=== Task inputs ===

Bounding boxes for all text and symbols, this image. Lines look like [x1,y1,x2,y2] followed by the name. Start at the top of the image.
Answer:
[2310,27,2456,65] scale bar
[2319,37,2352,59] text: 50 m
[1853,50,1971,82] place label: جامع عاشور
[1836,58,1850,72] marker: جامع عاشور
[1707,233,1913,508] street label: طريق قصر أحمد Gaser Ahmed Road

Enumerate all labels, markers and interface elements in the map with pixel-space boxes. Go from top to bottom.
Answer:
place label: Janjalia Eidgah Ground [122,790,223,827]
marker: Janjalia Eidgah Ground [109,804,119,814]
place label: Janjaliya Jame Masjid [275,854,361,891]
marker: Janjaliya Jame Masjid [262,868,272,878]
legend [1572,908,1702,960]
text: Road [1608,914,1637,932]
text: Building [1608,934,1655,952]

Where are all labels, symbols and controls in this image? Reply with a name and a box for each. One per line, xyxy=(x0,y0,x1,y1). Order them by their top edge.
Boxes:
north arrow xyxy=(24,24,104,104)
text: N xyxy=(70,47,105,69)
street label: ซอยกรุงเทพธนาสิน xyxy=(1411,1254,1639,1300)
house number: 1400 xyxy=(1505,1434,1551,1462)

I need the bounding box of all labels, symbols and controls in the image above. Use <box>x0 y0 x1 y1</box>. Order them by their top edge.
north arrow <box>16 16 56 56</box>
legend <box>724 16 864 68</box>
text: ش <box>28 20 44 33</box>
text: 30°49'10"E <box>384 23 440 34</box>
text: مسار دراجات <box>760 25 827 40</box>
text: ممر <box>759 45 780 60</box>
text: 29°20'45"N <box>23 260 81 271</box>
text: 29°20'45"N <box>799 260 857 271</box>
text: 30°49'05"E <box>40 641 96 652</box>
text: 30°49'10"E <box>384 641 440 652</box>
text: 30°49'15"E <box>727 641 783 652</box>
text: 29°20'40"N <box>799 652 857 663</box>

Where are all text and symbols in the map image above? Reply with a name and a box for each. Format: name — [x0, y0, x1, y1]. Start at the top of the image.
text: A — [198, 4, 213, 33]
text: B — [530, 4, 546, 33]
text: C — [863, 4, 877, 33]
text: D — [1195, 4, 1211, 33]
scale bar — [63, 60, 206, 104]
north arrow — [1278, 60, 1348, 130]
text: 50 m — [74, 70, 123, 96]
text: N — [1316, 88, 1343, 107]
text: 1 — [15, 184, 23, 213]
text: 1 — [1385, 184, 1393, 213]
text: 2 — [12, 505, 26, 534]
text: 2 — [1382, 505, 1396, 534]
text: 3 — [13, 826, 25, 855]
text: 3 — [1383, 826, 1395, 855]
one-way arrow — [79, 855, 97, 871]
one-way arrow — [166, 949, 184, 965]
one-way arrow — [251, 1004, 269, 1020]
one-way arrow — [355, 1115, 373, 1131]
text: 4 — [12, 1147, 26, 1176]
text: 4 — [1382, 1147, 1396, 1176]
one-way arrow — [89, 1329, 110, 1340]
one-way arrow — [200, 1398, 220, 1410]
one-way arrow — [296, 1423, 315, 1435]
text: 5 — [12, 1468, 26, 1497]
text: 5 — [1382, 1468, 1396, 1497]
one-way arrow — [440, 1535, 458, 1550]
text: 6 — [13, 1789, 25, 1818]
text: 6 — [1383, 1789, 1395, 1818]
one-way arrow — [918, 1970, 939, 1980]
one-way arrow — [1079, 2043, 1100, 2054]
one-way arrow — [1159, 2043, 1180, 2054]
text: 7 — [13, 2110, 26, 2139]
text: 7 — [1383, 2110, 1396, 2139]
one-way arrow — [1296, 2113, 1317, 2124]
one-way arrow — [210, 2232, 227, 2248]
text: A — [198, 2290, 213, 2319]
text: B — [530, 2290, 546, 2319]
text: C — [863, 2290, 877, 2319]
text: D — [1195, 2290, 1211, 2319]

===

### Your task
All entries given above are to be printed again exactly.

### Answer
Bounding boxes for all text and symbols, this image. Lines look like [x1,y1,x2,y2] followed by the name. Start at the top of the image.
Answer:
[2310,27,2456,65] scale bar
[2319,37,2352,59] text: 50 m
[1853,50,1971,82] place label: جامع عاشور
[1836,58,1850,72] marker: جامع عاشور
[1707,233,1913,508] street label: طريق قصر أحمد Gaser Ahmed Road

Enumerate all labels, markers and interface elements in the map with pixel-space boxes. Go from top to bottom.
Answer:
place label: Janjalia Eidgah Ground [122,790,223,827]
marker: Janjalia Eidgah Ground [109,804,119,814]
place label: Janjaliya Jame Masjid [275,854,361,891]
marker: Janjaliya Jame Masjid [262,868,272,878]
legend [1572,908,1702,960]
text: Road [1608,914,1637,932]
text: Building [1608,934,1655,952]

Where are all labels, symbols and controls in this image? Reply with a name and a box for each. One per line, xyxy=(x0,y0,x1,y1). Order them by their top edge.
Boxes:
north arrow xyxy=(24,24,104,104)
text: N xyxy=(70,47,105,69)
street label: ซอยกรุงเทพธนาสิน xyxy=(1411,1254,1639,1300)
house number: 1400 xyxy=(1505,1434,1551,1462)

I need the bounding box of all labels, symbols and controls in the image above. Use <box>x0 y0 x1 y1</box>. Order them by their top edge.
north arrow <box>16 16 56 56</box>
legend <box>724 16 864 68</box>
text: ش <box>28 20 44 33</box>
text: 30°49'10"E <box>384 23 440 34</box>
text: مسار دراجات <box>760 25 827 40</box>
text: ممر <box>759 45 780 60</box>
text: 29°20'45"N <box>23 260 81 271</box>
text: 29°20'45"N <box>799 260 857 271</box>
text: 30°49'05"E <box>40 641 96 652</box>
text: 30°49'10"E <box>384 641 440 652</box>
text: 30°49'15"E <box>727 641 783 652</box>
text: 29°20'40"N <box>799 652 857 663</box>

Where are all text and symbols in the map image above? Reply with a name and a box for each. Format: name — [x0, y0, x1, y1]. Start at the top of the image.
text: A — [198, 4, 213, 33]
text: B — [530, 4, 546, 33]
text: C — [863, 4, 877, 33]
text: D — [1195, 4, 1211, 33]
scale bar — [63, 60, 206, 104]
north arrow — [1278, 60, 1348, 130]
text: 50 m — [74, 70, 123, 96]
text: N — [1316, 88, 1343, 107]
text: 1 — [15, 184, 23, 213]
text: 1 — [1385, 184, 1393, 213]
text: 2 — [12, 505, 26, 534]
text: 2 — [1382, 505, 1396, 534]
text: 3 — [13, 826, 25, 855]
text: 3 — [1383, 826, 1395, 855]
one-way arrow — [79, 855, 97, 871]
one-way arrow — [166, 949, 184, 965]
one-way arrow — [251, 1004, 269, 1020]
one-way arrow — [355, 1115, 373, 1131]
text: 4 — [12, 1147, 26, 1176]
text: 4 — [1382, 1147, 1396, 1176]
one-way arrow — [89, 1329, 110, 1340]
one-way arrow — [200, 1398, 220, 1410]
one-way arrow — [296, 1423, 315, 1435]
text: 5 — [12, 1468, 26, 1497]
text: 5 — [1382, 1468, 1396, 1497]
one-way arrow — [440, 1535, 458, 1550]
text: 6 — [13, 1789, 25, 1818]
text: 6 — [1383, 1789, 1395, 1818]
one-way arrow — [918, 1970, 939, 1980]
one-way arrow — [1079, 2043, 1100, 2054]
one-way arrow — [1159, 2043, 1180, 2054]
text: 7 — [13, 2110, 26, 2139]
text: 7 — [1383, 2110, 1396, 2139]
one-way arrow — [1296, 2113, 1317, 2124]
one-way arrow — [210, 2232, 227, 2248]
text: A — [198, 2290, 213, 2319]
text: B — [530, 2290, 546, 2319]
text: C — [863, 2290, 877, 2319]
text: D — [1195, 2290, 1211, 2319]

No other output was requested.